WORK INSTRUCTION:
Go through the entries below and tally the lines holding "Parse"; please reply with the number only.

DATASET RECORDS:
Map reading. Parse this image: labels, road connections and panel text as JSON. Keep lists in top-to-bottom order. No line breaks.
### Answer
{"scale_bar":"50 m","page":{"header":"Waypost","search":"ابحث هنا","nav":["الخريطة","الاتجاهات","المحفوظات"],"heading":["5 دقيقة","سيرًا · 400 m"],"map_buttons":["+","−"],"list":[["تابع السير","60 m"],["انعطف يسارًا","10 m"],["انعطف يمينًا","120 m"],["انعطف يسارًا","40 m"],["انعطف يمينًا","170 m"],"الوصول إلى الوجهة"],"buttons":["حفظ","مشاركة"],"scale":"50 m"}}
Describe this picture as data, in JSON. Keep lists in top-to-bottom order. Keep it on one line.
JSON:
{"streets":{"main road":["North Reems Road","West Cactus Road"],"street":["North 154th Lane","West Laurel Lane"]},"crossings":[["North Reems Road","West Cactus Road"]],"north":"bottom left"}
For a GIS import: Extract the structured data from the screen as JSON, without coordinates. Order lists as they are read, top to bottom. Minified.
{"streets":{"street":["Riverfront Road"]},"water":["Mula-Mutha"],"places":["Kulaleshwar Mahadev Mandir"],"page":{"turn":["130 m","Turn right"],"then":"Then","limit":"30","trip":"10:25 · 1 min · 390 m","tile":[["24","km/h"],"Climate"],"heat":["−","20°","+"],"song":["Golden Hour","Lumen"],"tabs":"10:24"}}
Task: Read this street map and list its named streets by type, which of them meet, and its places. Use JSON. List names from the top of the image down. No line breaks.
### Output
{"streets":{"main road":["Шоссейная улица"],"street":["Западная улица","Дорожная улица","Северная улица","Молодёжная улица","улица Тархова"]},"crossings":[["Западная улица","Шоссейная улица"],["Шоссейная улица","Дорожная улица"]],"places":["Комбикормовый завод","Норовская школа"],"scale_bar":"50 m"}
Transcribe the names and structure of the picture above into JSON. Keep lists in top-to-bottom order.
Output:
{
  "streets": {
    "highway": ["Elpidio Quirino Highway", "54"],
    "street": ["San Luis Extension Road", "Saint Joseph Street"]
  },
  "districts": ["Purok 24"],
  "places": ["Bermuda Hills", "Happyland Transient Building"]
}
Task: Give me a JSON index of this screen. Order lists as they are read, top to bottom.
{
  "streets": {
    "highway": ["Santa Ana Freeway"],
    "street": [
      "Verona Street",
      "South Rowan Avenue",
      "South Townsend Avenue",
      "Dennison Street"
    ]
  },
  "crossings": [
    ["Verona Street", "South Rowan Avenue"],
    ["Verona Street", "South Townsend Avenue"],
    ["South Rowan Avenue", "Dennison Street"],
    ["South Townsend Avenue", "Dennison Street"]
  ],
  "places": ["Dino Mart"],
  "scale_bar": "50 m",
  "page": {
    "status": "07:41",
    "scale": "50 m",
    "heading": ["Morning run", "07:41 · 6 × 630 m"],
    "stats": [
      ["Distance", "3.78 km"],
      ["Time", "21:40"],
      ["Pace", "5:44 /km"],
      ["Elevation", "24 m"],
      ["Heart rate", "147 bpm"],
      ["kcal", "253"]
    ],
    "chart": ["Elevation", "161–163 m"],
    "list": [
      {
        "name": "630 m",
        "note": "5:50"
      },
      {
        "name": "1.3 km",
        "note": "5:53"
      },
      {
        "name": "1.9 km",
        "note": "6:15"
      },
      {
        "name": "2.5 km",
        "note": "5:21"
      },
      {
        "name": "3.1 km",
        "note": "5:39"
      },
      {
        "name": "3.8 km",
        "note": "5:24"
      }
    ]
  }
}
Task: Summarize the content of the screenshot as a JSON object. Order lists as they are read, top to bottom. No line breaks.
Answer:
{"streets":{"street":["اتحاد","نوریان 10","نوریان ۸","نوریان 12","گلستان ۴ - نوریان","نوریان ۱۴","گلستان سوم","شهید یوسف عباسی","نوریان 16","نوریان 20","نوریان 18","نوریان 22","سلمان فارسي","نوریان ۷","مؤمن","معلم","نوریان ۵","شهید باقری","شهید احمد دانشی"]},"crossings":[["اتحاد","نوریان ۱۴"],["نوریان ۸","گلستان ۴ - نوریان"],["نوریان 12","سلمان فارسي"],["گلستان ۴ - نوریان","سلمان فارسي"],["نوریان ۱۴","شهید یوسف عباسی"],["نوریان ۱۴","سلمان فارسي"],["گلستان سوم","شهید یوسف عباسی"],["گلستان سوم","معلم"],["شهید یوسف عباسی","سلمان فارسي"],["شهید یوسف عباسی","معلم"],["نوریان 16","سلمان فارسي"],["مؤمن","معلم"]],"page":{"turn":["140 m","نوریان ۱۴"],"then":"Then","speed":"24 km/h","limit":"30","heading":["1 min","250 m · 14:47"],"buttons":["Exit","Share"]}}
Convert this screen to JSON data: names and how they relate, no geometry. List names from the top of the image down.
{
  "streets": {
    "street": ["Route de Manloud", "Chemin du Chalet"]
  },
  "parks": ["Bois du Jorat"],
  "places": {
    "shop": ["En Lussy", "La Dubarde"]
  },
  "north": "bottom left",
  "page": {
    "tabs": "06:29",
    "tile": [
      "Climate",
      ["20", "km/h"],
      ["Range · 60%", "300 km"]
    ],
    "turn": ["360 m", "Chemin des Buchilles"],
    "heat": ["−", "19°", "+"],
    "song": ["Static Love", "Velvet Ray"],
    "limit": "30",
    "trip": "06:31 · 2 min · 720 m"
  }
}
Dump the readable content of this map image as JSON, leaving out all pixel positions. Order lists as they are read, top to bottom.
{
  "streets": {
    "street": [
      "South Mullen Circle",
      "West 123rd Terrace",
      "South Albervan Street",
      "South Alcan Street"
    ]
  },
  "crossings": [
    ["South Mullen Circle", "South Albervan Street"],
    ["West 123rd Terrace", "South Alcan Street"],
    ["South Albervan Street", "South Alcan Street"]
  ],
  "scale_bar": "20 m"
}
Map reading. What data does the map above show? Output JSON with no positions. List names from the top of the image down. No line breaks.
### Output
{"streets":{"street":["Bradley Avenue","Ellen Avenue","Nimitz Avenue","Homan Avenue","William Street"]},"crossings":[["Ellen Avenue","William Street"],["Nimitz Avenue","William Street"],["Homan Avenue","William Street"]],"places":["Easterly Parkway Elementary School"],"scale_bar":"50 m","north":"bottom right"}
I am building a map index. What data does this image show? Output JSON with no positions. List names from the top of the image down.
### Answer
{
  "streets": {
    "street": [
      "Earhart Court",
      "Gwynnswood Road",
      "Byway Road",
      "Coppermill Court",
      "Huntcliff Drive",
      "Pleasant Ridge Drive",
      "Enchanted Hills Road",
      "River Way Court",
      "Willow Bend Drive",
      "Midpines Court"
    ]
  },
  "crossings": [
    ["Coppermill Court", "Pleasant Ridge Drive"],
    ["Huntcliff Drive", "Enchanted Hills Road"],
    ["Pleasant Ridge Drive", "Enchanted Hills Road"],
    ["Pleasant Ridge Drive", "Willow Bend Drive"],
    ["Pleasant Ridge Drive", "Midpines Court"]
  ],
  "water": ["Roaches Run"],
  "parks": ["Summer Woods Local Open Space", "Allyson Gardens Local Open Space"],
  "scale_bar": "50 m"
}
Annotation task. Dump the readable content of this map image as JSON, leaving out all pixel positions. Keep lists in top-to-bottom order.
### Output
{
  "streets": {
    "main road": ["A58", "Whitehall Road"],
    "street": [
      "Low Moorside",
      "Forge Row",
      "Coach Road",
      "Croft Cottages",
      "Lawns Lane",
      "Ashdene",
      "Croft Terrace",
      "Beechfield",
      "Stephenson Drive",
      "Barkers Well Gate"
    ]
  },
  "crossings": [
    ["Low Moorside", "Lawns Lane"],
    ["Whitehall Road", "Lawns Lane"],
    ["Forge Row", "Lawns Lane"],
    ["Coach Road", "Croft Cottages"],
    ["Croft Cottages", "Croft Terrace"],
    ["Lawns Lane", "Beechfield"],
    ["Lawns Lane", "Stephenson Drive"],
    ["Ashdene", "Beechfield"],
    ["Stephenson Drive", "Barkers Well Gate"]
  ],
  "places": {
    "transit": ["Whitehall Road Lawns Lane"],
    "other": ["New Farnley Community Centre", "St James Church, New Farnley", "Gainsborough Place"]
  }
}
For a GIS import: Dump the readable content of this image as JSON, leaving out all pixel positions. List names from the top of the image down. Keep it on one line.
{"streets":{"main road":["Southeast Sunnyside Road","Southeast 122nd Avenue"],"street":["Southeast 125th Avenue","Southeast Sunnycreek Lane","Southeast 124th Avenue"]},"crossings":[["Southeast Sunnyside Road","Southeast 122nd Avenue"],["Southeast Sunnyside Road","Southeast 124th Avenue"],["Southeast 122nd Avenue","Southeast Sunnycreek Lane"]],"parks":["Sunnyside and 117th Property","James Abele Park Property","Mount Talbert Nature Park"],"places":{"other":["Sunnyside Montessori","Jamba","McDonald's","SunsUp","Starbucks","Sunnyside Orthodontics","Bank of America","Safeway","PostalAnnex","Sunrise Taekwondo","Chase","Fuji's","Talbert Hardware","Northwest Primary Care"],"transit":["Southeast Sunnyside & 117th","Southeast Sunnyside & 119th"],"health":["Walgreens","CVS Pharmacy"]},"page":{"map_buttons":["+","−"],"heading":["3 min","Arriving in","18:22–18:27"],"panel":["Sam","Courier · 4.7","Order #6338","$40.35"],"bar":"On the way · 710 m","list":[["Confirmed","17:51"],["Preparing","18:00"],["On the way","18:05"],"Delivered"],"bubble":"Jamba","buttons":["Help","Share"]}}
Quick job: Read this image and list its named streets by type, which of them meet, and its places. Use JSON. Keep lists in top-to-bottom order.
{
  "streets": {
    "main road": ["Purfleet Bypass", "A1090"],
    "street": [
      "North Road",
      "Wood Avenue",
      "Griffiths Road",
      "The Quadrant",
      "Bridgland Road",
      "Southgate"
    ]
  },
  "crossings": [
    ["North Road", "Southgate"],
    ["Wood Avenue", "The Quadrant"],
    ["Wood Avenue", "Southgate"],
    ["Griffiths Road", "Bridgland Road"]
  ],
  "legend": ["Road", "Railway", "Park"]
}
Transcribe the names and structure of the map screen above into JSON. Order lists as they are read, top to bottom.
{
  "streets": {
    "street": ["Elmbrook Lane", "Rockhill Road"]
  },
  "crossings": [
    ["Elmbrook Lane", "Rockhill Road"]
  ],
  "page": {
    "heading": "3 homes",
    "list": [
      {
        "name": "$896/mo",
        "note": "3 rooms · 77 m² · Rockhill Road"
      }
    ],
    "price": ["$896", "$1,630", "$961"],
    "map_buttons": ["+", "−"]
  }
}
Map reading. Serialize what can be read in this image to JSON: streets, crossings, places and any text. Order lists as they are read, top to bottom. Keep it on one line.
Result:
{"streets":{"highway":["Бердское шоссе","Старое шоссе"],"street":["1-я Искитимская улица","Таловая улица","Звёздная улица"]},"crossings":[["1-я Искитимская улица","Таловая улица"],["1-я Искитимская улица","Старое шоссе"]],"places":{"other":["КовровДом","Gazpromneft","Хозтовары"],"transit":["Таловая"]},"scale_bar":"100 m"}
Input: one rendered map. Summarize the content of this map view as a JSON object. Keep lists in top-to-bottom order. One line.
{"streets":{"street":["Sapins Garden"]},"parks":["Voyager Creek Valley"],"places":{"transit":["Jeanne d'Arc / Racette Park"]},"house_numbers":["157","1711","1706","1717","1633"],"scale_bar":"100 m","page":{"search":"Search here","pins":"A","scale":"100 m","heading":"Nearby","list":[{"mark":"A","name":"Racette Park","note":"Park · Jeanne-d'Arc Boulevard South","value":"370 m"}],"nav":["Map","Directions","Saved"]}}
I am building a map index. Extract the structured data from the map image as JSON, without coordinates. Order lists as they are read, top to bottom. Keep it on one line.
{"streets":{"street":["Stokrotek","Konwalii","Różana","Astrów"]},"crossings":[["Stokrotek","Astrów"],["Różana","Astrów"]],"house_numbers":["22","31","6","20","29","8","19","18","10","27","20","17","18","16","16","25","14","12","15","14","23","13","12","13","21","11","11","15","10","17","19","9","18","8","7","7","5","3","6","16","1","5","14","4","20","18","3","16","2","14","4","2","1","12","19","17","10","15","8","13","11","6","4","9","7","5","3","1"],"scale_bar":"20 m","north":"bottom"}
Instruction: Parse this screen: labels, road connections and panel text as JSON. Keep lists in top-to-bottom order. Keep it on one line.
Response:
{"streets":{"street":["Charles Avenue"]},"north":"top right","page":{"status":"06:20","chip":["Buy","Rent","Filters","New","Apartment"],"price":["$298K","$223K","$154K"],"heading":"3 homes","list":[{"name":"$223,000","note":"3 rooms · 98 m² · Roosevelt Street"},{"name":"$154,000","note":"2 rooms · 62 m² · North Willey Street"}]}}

OUTPUT OF THE TASK:
2